Sous le patronage de

Présentation de concert

Idylle – chant et luth – répertoire mixte

L’idylle a deux définitions : une « aventure amoureuse naïve et tendre », et un « poème à sujet pastoral ou amoureux ». Autrement dit, l’expérience de la passion, autant que le récit de cette passion. Mais ne pourrait-on pas fusionner entre elles ces deux définitions ? Tel est le rêve du duo formé par les musiciens Lea Desandre et Thomas Dunford, de tendres complices qui se sont rencontrés, c’est vrai, dans l’une des plus « belles et verdoyantes » régions : la Vendée, dans l’Ouest de la France. Le sujet pastoral les aura précédés…

Que font une mezzo-soprano et un luthiste lorsqu’ils s’aiment ? Ils se tournent aussitôt vers l’air de cour – qui réunit par essence la voix humaine et le luth ! C’est même dans un recueil du luthiste Adrian Le Roy qu’apparaît pour la première fois le terme « air de cour ». Un genre profane, analogue au madrigal anglais, et intégrant, ainsi que son nom l’indique, les cours royales – mais pas uniquement. Si l’air de cour connut son apogée pendant le règne de Louis XIII, on le retrouve en l’espèce chez de brillantes aristocrates, au sein de cercles lettrés, et des meilleurs salons bourgeois. Car dès la seconde moitié du XVIe siècle , grâce à la politique culturelle engagée des derniers Valois, la France donne toutes ses lettres de noblesse au statut de mécène, permettant au baroque de poursuivre l’aventure intellectuelle de la Renaissance.

Ce qui conduisit les poètes les plus inspirés à côtoyer des compositeurs sensibles à l’humanisme, à la philosophie – et non seulement à Dieu, ou à la musique savante. Inspirés de l’antiquité, mais aussi des traditions populaires, le langage des airs de cours s’avère quasi élémentaire : à rebours du contrepoint ou des chansons polyphoniques, où plusieurs lignes musicales indépendantes se chevauchent, il repose sur une homophonie entre les différentes voix de la partition. Nous ne sommes pas loin, en vérité, de la chanson moderne, qui privilégie la pureté des mélodies et les rythmes spontanés, pour viser l’émotion et une compréhension aisée des paroles.

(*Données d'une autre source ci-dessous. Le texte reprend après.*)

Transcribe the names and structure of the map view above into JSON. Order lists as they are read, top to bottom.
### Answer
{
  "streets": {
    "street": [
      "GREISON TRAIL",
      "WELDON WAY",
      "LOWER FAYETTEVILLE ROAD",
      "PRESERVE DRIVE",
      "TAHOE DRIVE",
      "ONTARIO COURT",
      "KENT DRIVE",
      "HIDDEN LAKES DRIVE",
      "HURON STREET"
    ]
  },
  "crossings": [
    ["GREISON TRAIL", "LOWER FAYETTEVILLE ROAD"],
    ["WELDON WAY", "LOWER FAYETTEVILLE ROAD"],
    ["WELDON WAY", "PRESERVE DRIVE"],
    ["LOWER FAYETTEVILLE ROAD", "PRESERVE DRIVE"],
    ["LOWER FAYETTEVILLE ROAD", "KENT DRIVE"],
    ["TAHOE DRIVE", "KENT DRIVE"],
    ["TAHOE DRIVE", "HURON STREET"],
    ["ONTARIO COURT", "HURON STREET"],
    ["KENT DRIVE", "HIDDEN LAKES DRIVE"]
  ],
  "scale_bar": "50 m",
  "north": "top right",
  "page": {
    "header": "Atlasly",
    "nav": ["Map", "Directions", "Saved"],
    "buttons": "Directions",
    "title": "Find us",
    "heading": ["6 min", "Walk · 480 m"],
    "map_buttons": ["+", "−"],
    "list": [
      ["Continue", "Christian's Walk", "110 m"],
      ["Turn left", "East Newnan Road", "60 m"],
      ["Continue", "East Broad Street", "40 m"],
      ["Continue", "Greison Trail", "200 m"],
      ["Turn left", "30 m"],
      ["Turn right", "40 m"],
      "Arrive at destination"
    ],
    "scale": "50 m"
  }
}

L’œuvre de Michel Lambert reste emblématique des airs de cour. Formé comme enfant de chœur par « Monsieur », le frère de Louis XIII, le compositeur qui deviendra le gendre de Lully et maître de musique de la chambre de Louis XIV, s’accompagnait lui-même au théorbe, une sorte de luth étiré, dont l’envergure dépasse deux mètres. Il faut admettre que, même dans sa forme coutumière, le luth est un instrument plein de surprises. À mi-chemin entre la harpe, la guitare et le clavecin, sa sonorité lui permet d’esquisser de multiples couleurs. Si l’on ferme les yeux, on voit se former les paysages harmonieux des campagnes françaises, aussi bien que les univers féeriques et étranges des cours persanes ou arabes. N’oublions pas que le luth descend du très oriental oud, dont il partage la caisse en forme de poire.

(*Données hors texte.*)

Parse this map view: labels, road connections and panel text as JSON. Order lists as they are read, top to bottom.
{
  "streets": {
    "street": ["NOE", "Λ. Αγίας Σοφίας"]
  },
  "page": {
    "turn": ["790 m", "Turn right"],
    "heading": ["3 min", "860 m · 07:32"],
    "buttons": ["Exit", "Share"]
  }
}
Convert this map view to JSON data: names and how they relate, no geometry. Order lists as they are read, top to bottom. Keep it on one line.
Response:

Forme féminine par nature, dont Man Ray aurait pu tirer une variante de son illustre Violon d’Ingres. Au demeurant, du fait de cette silhouette charnelle, le luth fut représenté par nombre de peintres, de Hans Holbein le Jeune ou Pontormo, pour le XVIe siècle  , à Rubens (Homme accordant son luth) et Frans Hals, au XVIIe siècle  Aujourd’hui, bien qu’irrémédiablement associé au baroque, l’instrument dégage encore cette inexplicable magie, comme si un morceau de passé était resté emmêlé dans ses cordes. Comme s’il était impossible, en outre, de les faire vibrer sans convoquer sur-le-champ un plaisir indiscutable.

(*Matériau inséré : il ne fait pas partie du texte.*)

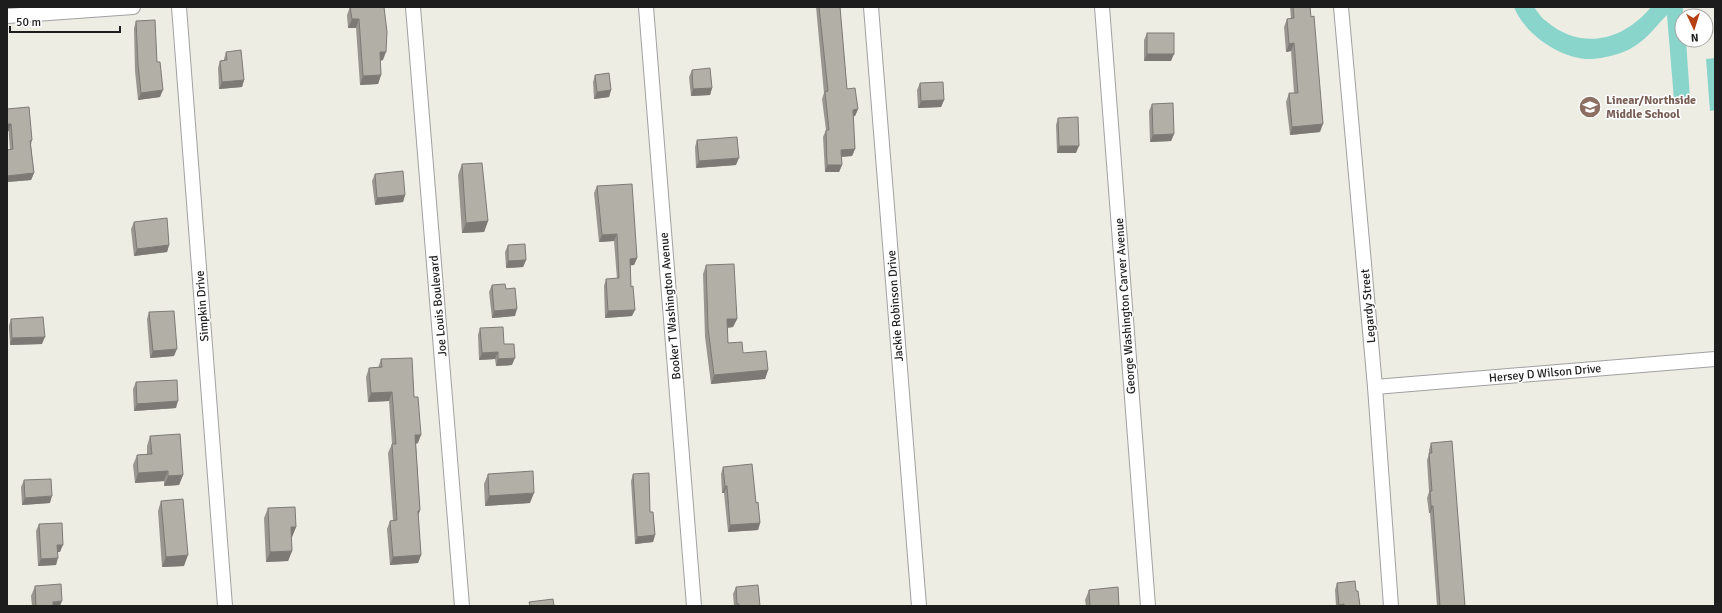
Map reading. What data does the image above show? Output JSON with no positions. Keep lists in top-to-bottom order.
{
  "streets": {
    "street": [
      "Simpkin Drive",
      "Joe Louis Boulevard",
      "Booker T Washington Avenue",
      "Jackie Robinson Drive",
      "George Washington Carver Avenue",
      "Legardy Street",
      "Hersey D Wilson Drive"
    ]
  },
  "crossings": [
    ["Legardy Street", "Hersey D Wilson Drive"]
  ],
  "places": {
    "school or university": ["Linear/Northside Middle School"]
  },
  "scale_bar": "50 m",
  "north": "bottom"
}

Plaisir : avec la beauté, n’est-ce pas l’autre mot crucial de ce concert ? Peu de musiciens en effet savent apparier des répertoires aussi distincts que les méditations baroques d’un Michel Lambert, d’un Sébastien Le Camus, d’un Marc-Antoine Charpentier ou du luthiste Robert de Visée, avec les pères de la musique moderne que sont Debussy et Satie, sans omettre les airs d’opérettes d’un Offenbach ou – nourris par la plume de Sacha Guitry – d’un André Messager, pour aboutir aux tubes modernes de Françoise Hardy ou de Barbara ! Au sortir de ce périple unique en son genre, on songe qu’il existe décidément un lien ancestral entre la France et l’art de la chanson. Mais c’est un poète, bien sûr, qui exprime cela le mieux : Parlons de nos amours ; la joie et la beauté / Sont mes dieux les plus chers, après la liberté / Ébauchons, en trinquant, une joyeuse idylle. Son nom ? Alfred de Musset.